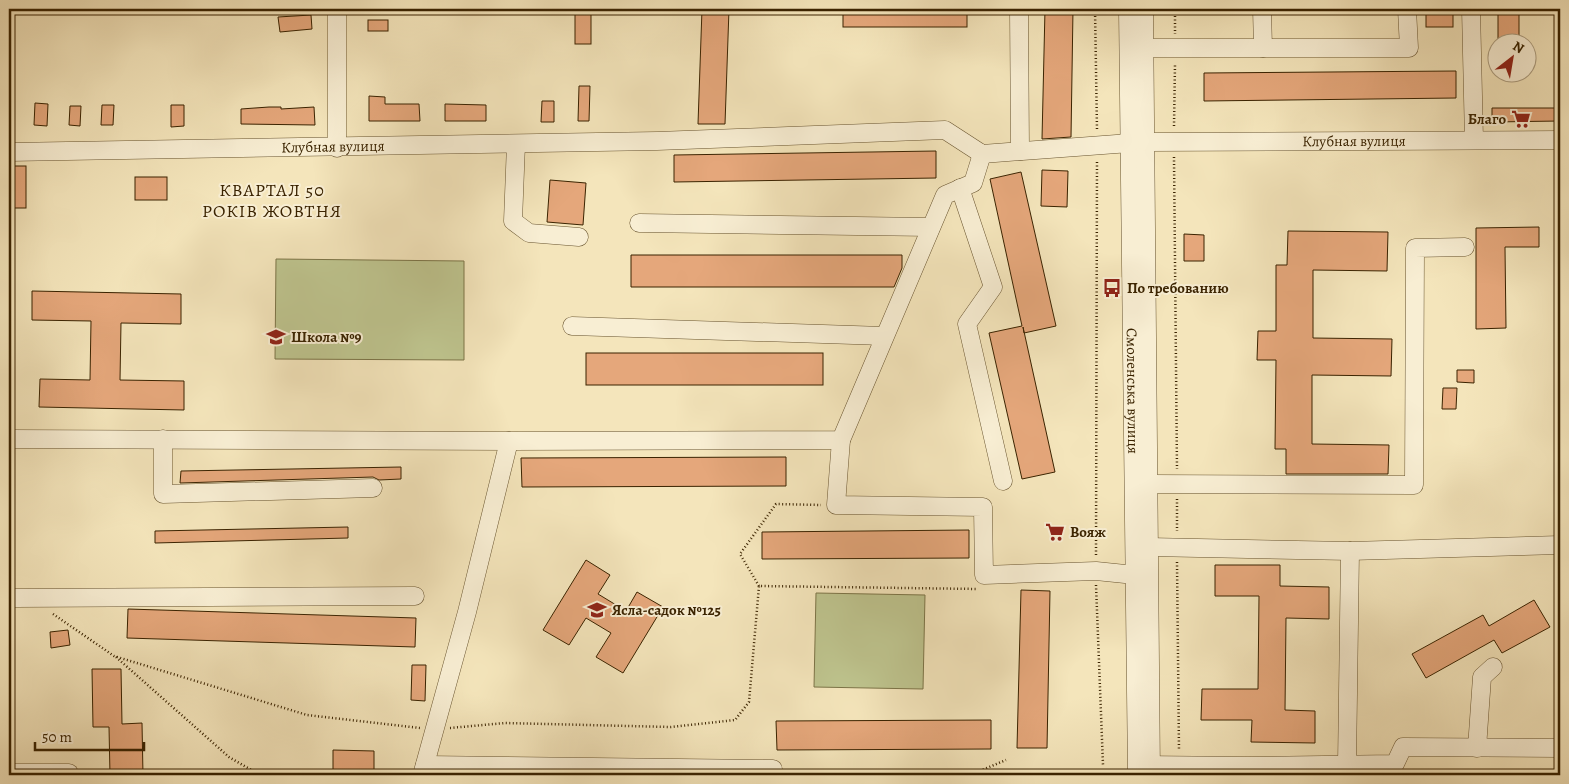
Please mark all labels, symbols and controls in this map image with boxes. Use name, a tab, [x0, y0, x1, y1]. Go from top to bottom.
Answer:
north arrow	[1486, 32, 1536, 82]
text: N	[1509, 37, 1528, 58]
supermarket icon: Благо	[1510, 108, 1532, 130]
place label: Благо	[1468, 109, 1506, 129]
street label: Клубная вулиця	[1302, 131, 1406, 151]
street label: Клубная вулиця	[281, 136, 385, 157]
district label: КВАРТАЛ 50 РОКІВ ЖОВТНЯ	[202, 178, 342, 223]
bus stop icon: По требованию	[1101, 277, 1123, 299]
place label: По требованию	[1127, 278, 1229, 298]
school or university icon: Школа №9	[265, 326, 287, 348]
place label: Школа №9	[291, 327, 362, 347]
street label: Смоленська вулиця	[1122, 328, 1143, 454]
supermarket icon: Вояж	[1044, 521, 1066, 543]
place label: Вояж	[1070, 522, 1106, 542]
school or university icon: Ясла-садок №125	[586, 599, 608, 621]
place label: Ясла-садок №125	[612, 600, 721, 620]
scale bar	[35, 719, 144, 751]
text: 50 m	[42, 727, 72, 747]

■ **Goal of the exercise**: An exact copy of the data above is required, printed without its pictures.

■ **Task result**:
Please mark all labels, symbols and controls in this map image with boxes. Use name, a tab, [x0, y0, x1, y1]. Go from top to bottom.
Answer:
north arrow	[1486, 32, 1536, 82]
text: N	[1509, 37, 1528, 58]
supermarket icon: Благо	[1510, 108, 1532, 130]
place label: Благо	[1468, 109, 1506, 129]
street label: Клубная вулиця	[1302, 131, 1406, 151]
street label: Клубная вулиця	[281, 136, 385, 157]
district label: КВАРТАЛ 50 РОКІВ ЖОВТНЯ	[202, 178, 342, 223]
bus stop icon: По требованию	[1101, 277, 1123, 299]
place label: По требованию	[1127, 278, 1229, 298]
school or university icon: Школа №9	[265, 326, 287, 348]
place label: Школа №9	[291, 327, 362, 347]
street label: Смоленська вулиця	[1122, 328, 1143, 454]
supermarket icon: Вояж	[1044, 521, 1066, 543]
place label: Вояж	[1070, 522, 1106, 542]
school or university icon: Ясла-садок №125	[586, 599, 608, 621]
place label: Ясла-садок №125	[612, 600, 721, 620]
scale bar	[35, 719, 144, 751]
text: 50 m	[42, 727, 72, 747]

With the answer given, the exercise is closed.